L’attenzione dei consumatori indiani è ancora principalmente rivolta a prodotti in grado di soddisfare bisogni primari, come quelli legati all’igiene quotidiana che rappresentano oltre la metà dei consumi cosmetici. Le previsioni 2019 di Mintel segnalano una vivace crescita per i prodotti per la cura dei capelli, soprattutto coloranti (+11,2%) e gel-cere (+10,8%).
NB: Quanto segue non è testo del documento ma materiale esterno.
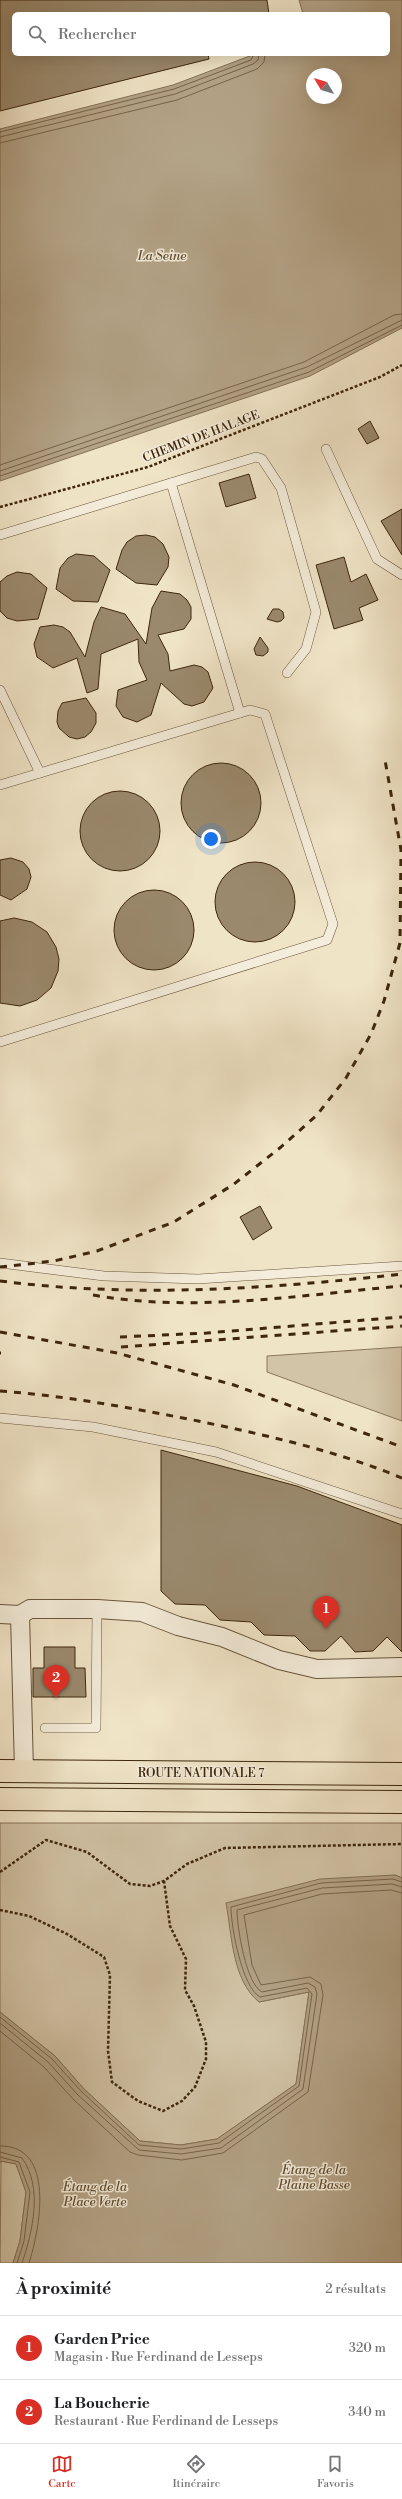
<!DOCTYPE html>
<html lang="fr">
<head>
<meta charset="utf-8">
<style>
	body { margin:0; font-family:"Libre Bodoni",serif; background:#f2f2f2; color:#202124 }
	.compass { position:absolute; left:306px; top:68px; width:36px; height:36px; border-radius:50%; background:#fff; box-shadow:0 4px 16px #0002; rotate:308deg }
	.you { position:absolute; left:211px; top:839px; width:14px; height:14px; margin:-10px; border:3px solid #fff; border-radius:50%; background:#1a73e8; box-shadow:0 0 0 6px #1a73e833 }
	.badge { display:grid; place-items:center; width:26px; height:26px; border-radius:50%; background:#d93025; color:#fff; font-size:13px; font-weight:700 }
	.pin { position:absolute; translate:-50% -33px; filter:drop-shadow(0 1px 2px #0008) }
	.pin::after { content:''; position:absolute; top:21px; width:14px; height:12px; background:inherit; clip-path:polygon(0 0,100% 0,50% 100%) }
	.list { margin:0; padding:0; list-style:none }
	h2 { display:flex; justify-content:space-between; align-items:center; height:52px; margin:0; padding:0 16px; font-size:17px }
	h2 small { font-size:13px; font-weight:400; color:#757577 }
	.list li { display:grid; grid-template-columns:26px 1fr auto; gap:12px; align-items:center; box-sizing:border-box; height:64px; padding:0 16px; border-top:1px solid #e0e0e0 }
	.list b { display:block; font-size:15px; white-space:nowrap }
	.list p { margin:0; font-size:13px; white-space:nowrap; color:#757577 }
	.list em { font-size:13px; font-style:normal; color:#757577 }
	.icon { flex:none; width:22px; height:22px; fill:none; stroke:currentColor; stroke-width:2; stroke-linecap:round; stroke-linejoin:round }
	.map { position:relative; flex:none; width:402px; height:2263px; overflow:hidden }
	.search { position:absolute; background:#fff; box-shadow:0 4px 16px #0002; left:12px; right:12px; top:12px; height:44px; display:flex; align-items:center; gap:10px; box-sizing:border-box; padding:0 14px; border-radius:6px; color:#757577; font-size:15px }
	.sheet { height:180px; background:#fff }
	nav { display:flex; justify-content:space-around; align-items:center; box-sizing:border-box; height:56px; border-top:1px solid #e0e0e0; background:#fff; font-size:11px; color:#757577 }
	nav a { display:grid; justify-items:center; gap:2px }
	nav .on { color:#d93025 }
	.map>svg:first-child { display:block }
</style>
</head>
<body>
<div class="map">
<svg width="402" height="2263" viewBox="0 0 402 2263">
	<rect width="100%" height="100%" fill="#f0e4c7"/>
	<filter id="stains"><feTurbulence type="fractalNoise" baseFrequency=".005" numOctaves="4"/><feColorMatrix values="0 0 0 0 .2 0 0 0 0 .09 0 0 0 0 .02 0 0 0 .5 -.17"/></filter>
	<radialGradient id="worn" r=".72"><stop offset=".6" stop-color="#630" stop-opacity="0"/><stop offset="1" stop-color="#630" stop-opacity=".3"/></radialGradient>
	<g fill="#d2c4a7" stroke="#88755a">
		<polygon points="402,1347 402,1421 267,1372 267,1356"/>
		<polygon points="0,1823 402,1823 402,1878 395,1875 259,2002 309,1992 296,2084 217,2139 181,2145 140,2141 84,2089 55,2056 0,2012"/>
		<polygon points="1,2161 16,2164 26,2192 20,2241 13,2263 0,2263"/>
	</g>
	<g fill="#b3a387" stroke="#847156" fill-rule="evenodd">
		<path d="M299,0h103v328l-92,48 -310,105v-352l173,-44 82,-31h133v-40h-85zM312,74h24v24h-24z"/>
		<path d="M395,1875l7,3v385h-389l7,-22 6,-49 -10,-28 -15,-3 -1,2v-151l55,44 29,33 56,52 41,4 36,-6 79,-55 13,-92 -50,10c-27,-22 -27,-67 -33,-99l94,-24z"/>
	</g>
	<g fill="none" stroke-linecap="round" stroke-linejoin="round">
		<g stroke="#78644a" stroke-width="1">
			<polyline points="0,132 174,89 251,60 254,54"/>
			<polyline points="0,137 175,94 253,64 258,60 259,54"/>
			<polyline points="0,143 177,100 257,69 264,62 265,54"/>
			<polyline points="0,465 304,362 394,315 402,314"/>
			<polyline points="0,471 307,367 402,320"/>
			<polyline points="0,476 309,372 402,325"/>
			<path d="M0,2017l52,42 29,32 58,54 42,4 38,-6 80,-57 13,-92 -5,-6 -47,9c-18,-10 -29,-70 -29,-90l90,-24 72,-4 9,3"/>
			<path d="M0,2023l48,39 30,33 61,55 42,4 40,-6 82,-59 14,-95 -2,-7 -7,-4 -46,9c-16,-8 -25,-65 -25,-82l85,-22 70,-4 10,3"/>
			<polyline points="0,2031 44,2067 74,2100 130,2152 138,2155 182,2160 223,2153 308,2092 323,1995 321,1984 310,1977 261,1985 252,1965 244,1915 322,1894 391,1890 402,1893"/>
			<path d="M0,2146c56,-1 40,83 29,117"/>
			<path d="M0,2152l22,6c21,29 11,73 0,105"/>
			<polyline points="0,2157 19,2162 30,2192 24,2241 17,2263"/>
		</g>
	</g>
	<g fill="#9a896d" stroke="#3d260c">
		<polygon points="0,0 267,0 269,14 14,14 14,54 208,54 209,59 0,111"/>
		<polygon points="370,421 379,438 367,444 358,429"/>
		<polygon points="249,474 256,498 226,507 219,483"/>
		<polygon points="402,509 402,555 381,521"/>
		<polygon points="146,535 155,537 163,544 169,557 168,567 157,585 136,583 116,569 122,550 127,542 136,536"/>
		<polygon points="76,554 94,556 110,570 98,602 73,601 56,589 60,568 68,558"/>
		<polygon points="344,557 351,582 366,574 378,600 359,608 363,620 334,629 316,565"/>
		<polygon points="17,572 31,574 47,588 38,619 17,621 7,618 0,611 0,582 7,576"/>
		<polygon points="161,591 180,594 187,600 191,607 191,619 184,629 158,635 168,654 170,671 194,665 202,667 208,672 213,688 204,702 192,706 184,704 161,683 151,715 137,722 123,717 116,706 118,690 147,680 139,662 138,639 101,654 98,689 87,693 77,658 53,668 37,657 34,644 40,627 54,625 63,627 70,632 85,657 94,622 101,607 125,614 146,644 152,608"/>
		<polygon points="273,609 279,609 283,612 284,618 281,621 277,622 267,619"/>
		<polygon points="260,637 268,648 268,652 263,656 256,655 254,649"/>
		<polygon points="86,698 96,713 96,723 91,732 85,737 77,739 69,737 59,728 57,722 58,711 62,703"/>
		<circle cx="221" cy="803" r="40"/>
		<circle cx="120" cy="831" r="40"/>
		<polygon points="11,858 23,862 29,869 31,877 27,889 11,900 0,895 0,860"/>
		<circle cx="255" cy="902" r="40"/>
		<circle cx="154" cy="930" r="40"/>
		<polygon points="14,918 32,922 47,932 56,947 59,959 58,971 51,988 37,1000 20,1006 0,1003 0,921"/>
		<polygon points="260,1206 272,1228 253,1240 240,1217"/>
		<polygon points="161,1450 297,1486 402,1525 402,1652 387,1637 373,1651 355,1652 341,1636 325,1651 310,1651 295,1636 264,1635 251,1622 220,1620 205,1605 175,1604 161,1591"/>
		<polygon points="44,1647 75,1647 75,1668 85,1668 86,1697 33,1697 33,1668 44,1668"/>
	</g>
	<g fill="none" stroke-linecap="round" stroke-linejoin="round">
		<defs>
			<g id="service">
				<polyline points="326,449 377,559 402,575"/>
				<polyline points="171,483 240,713"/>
				<polyline points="0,535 256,457 262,459 281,488 316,612 306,649 287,673"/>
				<polyline points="0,690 40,773"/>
				<polyline points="0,785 250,710 265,714 333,924 327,940 0,1042"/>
				<polyline points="0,1263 104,1276 198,1279 402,1266"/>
				<polyline points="0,1418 93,1427 216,1452 402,1514"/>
				<polyline points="45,1728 96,1728 97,1609"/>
			</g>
			<g id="minor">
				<polyline points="0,1614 20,1615 30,1609 97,1609 142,1612 178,1626 222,1637 279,1660 317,1669 402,1667"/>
				<polyline points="20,1615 24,1771"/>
			</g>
			<g id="primary">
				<polyline points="0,1771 402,1774"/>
				<polyline points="0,1799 402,1802"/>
			</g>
		</defs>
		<use href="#service" stroke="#6a563b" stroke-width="10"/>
		<use href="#minor" stroke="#6a563b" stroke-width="20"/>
		<use href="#primary" stroke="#3d260c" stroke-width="24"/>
		<g stroke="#3d260c" stroke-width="2.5" stroke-dasharray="3 2" stroke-linecap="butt">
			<polyline points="0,507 148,467 380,377 402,365"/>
			<polyline points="0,1872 46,1840 87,1852 130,1884 150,1886 164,1881 187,1864 225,1848 402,1844"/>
			<polyline points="0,1910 29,1916 67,1934 104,1957 110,1975 108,2051 112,2082 138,2101 163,2111 182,2101 195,2087 206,2059 206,2042 194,2006 185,1990 186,1959 170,1926 164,1881"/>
		</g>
		<use href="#service" stroke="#f5eddb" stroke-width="9"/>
		<use href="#minor" stroke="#f5eddb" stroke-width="18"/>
		<use href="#primary" stroke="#f0e4c7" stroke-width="22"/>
		<g stroke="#3d260c" stroke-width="3" stroke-dasharray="7 7" stroke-linecap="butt">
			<polyline points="0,1267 54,1261 97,1251 174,1222 234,1184 281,1147 317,1115 346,1078 371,1034 384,1001 400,943 401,850 385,760"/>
			<path d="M0,1281c134,17 268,8 402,-7"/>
			<path d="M93,1295c101,18 208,0 309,-9"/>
			<polyline points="0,1332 117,1353 234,1385 402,1447"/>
			<polyline points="120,1337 207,1333 402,1317"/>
			<polyline points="121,1347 402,1326"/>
			<polyline points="0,1353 1,1353"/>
			<path d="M0,1391c67,5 132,17 198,30 68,14 139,30 204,57"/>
		</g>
	</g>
	<g text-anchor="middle" stroke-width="3" stroke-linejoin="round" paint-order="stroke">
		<g font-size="12" fill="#3d260c" stroke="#f5eddb">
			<text transform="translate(201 436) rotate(-21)" y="4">CHEMIN DE HALAGE</text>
			<text x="201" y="1777">ROUTE NATIONALE 7</text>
		</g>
		<g font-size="13" font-style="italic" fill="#604c31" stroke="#f5eddb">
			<text x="162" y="260">La Seine</text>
			<text x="314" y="2174">Étang de la<tspan x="314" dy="15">Plaine Basse</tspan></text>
			<text x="95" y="2191">Étang de la<tspan x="95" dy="15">Place Verte</tspan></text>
		</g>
	</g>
	<rect width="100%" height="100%" filter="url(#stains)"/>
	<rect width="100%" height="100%" fill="url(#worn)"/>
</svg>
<svg class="compass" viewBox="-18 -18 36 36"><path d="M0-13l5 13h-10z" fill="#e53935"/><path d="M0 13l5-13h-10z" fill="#757577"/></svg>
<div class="you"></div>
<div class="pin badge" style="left:326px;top:1629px">1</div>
<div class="pin badge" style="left:56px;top:1698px">2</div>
<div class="search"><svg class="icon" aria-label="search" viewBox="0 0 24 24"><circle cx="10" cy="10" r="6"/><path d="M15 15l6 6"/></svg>Rechercher</div>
</div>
<section class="sheet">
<h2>À proximité<small>2 résultats</small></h2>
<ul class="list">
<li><span class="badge">1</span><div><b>Garden Price</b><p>Magasin · Rue Ferdinand de Lesseps</p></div><em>320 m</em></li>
<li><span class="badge">2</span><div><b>La Boucherie</b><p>Restaurant · Rue Ferdinand de Lesseps</p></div><em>340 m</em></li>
</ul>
</section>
<nav>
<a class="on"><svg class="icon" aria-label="map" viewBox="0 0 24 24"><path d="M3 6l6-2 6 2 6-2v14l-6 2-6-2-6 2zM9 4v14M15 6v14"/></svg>Carte</a>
<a><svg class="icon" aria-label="directions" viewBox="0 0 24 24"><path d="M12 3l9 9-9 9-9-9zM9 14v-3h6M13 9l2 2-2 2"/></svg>Itinéraire</a>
<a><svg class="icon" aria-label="saved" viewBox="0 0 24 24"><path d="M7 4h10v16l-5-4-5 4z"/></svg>Favoris</a>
</nav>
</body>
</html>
Nel medio-lungo termine, le previsioni al 2022 evidenziano invece trend sempre più rilevanti per i prodotti per il trucco con una crescita media annua attesa del 10,5%.

In Italia il fatturato globale del settore cosmetico nel 2018 ha superato gli 11,2 miliardi di euro, in crescita del 2,1%. I mercati internazionali riconoscono la qualità dei prodotti made in Italy, permettendo di registrare valori significativi per le esportazioni prossime a 4,8 miliardi di euro (+3,8%); queste dinamiche hanno un impatto positivo sulla bilancia commerciale che nel 2018 ha raggiunto il record di quasi 2,8 miliardi di euro. L’intera filiera cosmetica allargata, dagli ingredienti ai macchinari, passando per l’imballaggio fino al prodotto finito, ha raggiunto i 16,2 miliardi di euro.